TASK TO CARRY OUT>
Transcribe the listing below from its opening line up to and including the line that contains "Task: Give me"; reproduce nothing else.

____ PROVIDED RECORDS

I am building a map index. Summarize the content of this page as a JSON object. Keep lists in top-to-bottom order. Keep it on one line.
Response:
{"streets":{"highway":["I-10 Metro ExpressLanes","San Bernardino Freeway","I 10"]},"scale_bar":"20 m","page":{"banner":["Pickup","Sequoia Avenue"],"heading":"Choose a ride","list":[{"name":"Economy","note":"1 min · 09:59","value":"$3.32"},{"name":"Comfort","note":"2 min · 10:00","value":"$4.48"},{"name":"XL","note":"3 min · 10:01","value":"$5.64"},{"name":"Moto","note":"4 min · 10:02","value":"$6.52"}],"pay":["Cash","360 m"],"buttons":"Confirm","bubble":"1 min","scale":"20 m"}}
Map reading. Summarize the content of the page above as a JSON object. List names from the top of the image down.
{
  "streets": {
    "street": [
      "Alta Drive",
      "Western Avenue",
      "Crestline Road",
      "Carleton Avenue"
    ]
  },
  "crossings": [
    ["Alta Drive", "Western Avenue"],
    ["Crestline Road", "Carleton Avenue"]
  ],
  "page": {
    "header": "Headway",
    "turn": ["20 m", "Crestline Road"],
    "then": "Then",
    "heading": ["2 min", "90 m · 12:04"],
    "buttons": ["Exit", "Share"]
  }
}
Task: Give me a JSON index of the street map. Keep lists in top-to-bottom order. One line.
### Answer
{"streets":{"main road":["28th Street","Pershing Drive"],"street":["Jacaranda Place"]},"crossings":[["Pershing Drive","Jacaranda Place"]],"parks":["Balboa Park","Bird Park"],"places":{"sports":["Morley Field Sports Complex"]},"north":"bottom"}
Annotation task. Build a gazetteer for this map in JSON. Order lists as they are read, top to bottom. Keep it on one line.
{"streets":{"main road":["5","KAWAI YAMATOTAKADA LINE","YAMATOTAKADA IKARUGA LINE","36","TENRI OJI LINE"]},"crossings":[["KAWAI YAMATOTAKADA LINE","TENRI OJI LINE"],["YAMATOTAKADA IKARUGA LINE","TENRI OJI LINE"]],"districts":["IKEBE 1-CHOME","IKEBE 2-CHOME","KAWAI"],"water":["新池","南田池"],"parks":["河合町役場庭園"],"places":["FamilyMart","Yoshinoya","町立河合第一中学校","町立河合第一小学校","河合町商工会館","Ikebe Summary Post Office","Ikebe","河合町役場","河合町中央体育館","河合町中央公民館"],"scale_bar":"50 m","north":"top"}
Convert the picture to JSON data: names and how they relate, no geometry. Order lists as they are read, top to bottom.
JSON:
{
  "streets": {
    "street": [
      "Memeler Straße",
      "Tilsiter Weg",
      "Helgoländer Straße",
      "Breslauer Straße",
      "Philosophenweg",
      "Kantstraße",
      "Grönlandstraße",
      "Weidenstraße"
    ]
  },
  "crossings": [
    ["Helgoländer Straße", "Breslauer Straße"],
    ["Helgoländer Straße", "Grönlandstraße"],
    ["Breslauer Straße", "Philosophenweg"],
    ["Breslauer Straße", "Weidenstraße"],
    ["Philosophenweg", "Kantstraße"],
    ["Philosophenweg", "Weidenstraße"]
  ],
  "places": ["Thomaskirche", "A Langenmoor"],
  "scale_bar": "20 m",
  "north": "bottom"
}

________

TASK RESULT>
I am building a map index. Summarize the content of this page as a JSON object. Keep lists in top-to-bottom order. Keep it on one line.
Response:
{"streets":{"highway":["I-10 Metro ExpressLanes","San Bernardino Freeway","I 10"]},"scale_bar":"20 m","page":{"banner":["Pickup","Sequoia Avenue"],"heading":"Choose a ride","list":[{"name":"Economy","note":"1 min · 09:59","value":"$3.32"},{"name":"Comfort","note":"2 min · 10:00","value":"$4.48"},{"name":"XL","note":"3 min · 10:01","value":"$5.64"},{"name":"Moto","note":"4 min · 10:02","value":"$6.52"}],"pay":["Cash","360 m"],"buttons":"Confirm","bubble":"1 min","scale":"20 m"}}
Map reading. Summarize the content of the page above as a JSON object. List names from the top of the image down.
{
  "streets": {
    "street": [
      "Alta Drive",
      "Western Avenue",
      "Crestline Road",
      "Carleton Avenue"
    ]
  },
  "crossings": [
    ["Alta Drive", "Western Avenue"],
    ["Crestline Road", "Carleton Avenue"]
  ],
  "page": {
    "header": "Headway",
    "turn": ["20 m", "Crestline Road"],
    "then": "Then",
    "heading": ["2 min", "90 m · 12:04"],
    "buttons": ["Exit", "Share"]
  }
}
Task: Give me a JSON index of the street map. Keep lists in top-to-bottom order. One line.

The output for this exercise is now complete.